Et, là encore – invariant historique ? –, la Constitution démocratique de facture étasunienne dépouille l’empereur de sa souveraineté. Le 1er janvier 1946, par édit impérial radiodiffusé, Hirohito renonce publiquement à son statut divin : « Les liens qui Nous unissent à vous le peuple sont fondés sur la confiance mutuelle, l’amour, le respect, et ne s’appuient pas sur de simples légendes et superstitions. » Il devient un homme comme les autres, un tennō normal, que les media photographient en famille à déjeuner ou en train de lire Stars and Stripes, qu’on balade à la vue de tout le pays qui jusque-là n’avait même pas le droit de lever les yeux sur lui. Notre homme garde pourtant son aura sacrée, et tel ambassadeur de France, Bernard Dorin, relate que le chambellan de la maison impériale le prie de garder les yeux baissés en présence du souverain. Affaire de protocole, après tout. Mais, plus gênant, lorsque Hirohito se décide enfin à décéder, ses funérailles, ainsi que l’intronisation de son héritier, menées selon les rites shintoïstes, suscitent la controverse au chef que, d’après la Constitution, le shintō n’est plus religion d’État.
Mais les temps ont déjà changé. À la fin des années 1980, le Japon est à l’apogée de sa Haute Croissance économique, et la droite remonte en ligne, redore le blason de l’empereur et cherche à réviser la Constitution imposée par les Américains. Voilà Akihito recevoir en audience les Forces d’autodéfense, et renouer le lien avec l’Armée. Entre censure et autocensure, l’image de Hirohito redevient intouchable, la Cour suprême autorise les musées à retirer de leurs collections les œuvres utilisant l’image impériale et nombre de médias et maisons d’édition évitent frileusement le sujet. Certes, Akihito, moins fermé sur la question de la mémoire historique, admet en public la consanguinité entre sa lignée impériale et la royauté coréenne, qu’attestaient d’ailleurs les chroniques anciennes, mais que pourraient bien confirmer les fouilles des tumuli impériaux, ces grands tertres funéraires en forme de trou de serrure (IVe siècle), si… l’Agence impériale n’empêchait cette enquête. Malgré ces rémanences, l’ère de Heisei rompt cependant avec la tradition. Le mariage des princes avec la roture, impensable avant 1945, se banalise sous la forme de la famille nucléaire normale, que les Japonais, qui s’y reconnaissent, voient d’un bon œil. La famille impériale entre, sous le strict contrôle du Palais, dans la rubrique people. Geste rare jusqu’ici, Akihito voyage, en ambassadeur itinérant, pour améliorer l’image internationale du Japon – diplomatie expiatoire oblige.

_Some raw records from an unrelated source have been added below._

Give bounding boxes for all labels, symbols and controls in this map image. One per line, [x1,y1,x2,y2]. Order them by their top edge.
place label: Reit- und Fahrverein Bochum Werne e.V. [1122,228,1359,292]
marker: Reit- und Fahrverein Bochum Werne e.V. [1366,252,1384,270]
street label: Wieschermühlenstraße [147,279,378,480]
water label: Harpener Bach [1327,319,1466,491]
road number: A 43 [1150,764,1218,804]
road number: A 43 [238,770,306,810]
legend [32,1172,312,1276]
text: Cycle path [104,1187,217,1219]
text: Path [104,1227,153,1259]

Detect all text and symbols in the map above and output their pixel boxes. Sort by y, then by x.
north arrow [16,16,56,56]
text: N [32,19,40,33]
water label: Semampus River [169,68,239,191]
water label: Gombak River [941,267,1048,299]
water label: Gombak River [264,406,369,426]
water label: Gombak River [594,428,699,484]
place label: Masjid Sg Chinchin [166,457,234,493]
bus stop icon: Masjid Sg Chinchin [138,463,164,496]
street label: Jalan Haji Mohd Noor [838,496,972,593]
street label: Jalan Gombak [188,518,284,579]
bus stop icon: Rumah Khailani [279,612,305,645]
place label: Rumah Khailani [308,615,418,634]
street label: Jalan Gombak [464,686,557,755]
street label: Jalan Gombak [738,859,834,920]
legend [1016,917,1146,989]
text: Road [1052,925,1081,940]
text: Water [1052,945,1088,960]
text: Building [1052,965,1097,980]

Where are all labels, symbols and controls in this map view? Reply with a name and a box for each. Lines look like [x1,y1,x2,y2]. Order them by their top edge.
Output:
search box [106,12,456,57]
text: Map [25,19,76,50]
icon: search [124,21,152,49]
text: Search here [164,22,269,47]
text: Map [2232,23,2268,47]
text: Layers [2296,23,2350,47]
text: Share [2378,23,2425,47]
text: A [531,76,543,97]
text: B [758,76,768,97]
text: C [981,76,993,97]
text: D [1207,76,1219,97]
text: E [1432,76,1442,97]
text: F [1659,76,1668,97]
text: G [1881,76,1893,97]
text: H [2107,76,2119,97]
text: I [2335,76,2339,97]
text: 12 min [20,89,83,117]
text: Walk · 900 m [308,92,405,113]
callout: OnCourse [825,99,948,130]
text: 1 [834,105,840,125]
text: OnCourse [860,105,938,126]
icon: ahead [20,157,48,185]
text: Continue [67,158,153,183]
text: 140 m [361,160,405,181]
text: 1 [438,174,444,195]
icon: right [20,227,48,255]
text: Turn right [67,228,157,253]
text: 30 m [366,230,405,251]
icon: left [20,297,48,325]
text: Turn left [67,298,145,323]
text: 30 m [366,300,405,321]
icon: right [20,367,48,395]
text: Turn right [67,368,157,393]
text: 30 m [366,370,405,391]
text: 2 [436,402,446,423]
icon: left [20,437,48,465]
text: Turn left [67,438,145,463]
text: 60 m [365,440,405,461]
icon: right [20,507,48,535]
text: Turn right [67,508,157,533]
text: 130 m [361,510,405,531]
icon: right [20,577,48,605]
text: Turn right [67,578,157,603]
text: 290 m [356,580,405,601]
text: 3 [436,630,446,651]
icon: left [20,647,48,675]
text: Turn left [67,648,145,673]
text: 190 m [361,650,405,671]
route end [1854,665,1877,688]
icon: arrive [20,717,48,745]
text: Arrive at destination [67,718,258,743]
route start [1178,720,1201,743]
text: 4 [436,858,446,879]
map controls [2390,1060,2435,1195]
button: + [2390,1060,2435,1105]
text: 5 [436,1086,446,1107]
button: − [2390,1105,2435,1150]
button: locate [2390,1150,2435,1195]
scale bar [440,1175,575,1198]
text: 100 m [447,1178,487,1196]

Enfin, last but not least, l’éventualité d’une succession féminine au trône se profile. La classe politique et une grande partie de l’opinion publique s’inquiètent de l’éventuelle extinction de la monarchie. Le système de succession, qui est fondé sur la primogéniture mâle et s’est imposé à l’ère de Meiji (1868-1912), avec en 1889 une législation ad hoc, confirmée par la suite avec la loi de 1947, dont l’article 1 stipule que « le trône impérial doit revenir à un enfant mâle issu d’hommes de la lignée impériale », exclut les femmes du processus. Or, cette disposition s’est trouvée remise en cause en décembre 2001, par la naissance de la princesse Aiko, seul enfant du prince héritier Naruhito et de son épouse Masako, et par le fait adjacent que le frère cadet de Nahurito, le prince Akishino, n’avait, lui aussi, que des filles. D’où l’éventualité, alors évoquée, de l’arrivée à terme d’une femme sur le trône. Même si, en septembre 2006, pour la première fois en quarante ans, la naissance d’un enfant mâle, Hisahito, fils d’Akishino, le cadet des deux fils du tennō, a réglé pour un temps le problème, voilà qu’Akihito annonce à la télé, en août 2016, sa volonté de renoncer à sa charge pour raison de santé. Dans la foulée, en juin 2017, le Parlement entérine à l’unanimité l’abdication de l’Empereur que, peut-être en décembre 2018, lors du 85e anniversaire de celui-ci, son fils aîné, le prince Naruhito, remplacera. Outre le fait qu’Akihito, souverain pourtant populaire, qui sort de son palais à la rencontre de ses sujets, serait bien le premier empereur à abdiquer en deux cents ans, cette décision remet en question le sexe du futur empereur – question moderne de gender.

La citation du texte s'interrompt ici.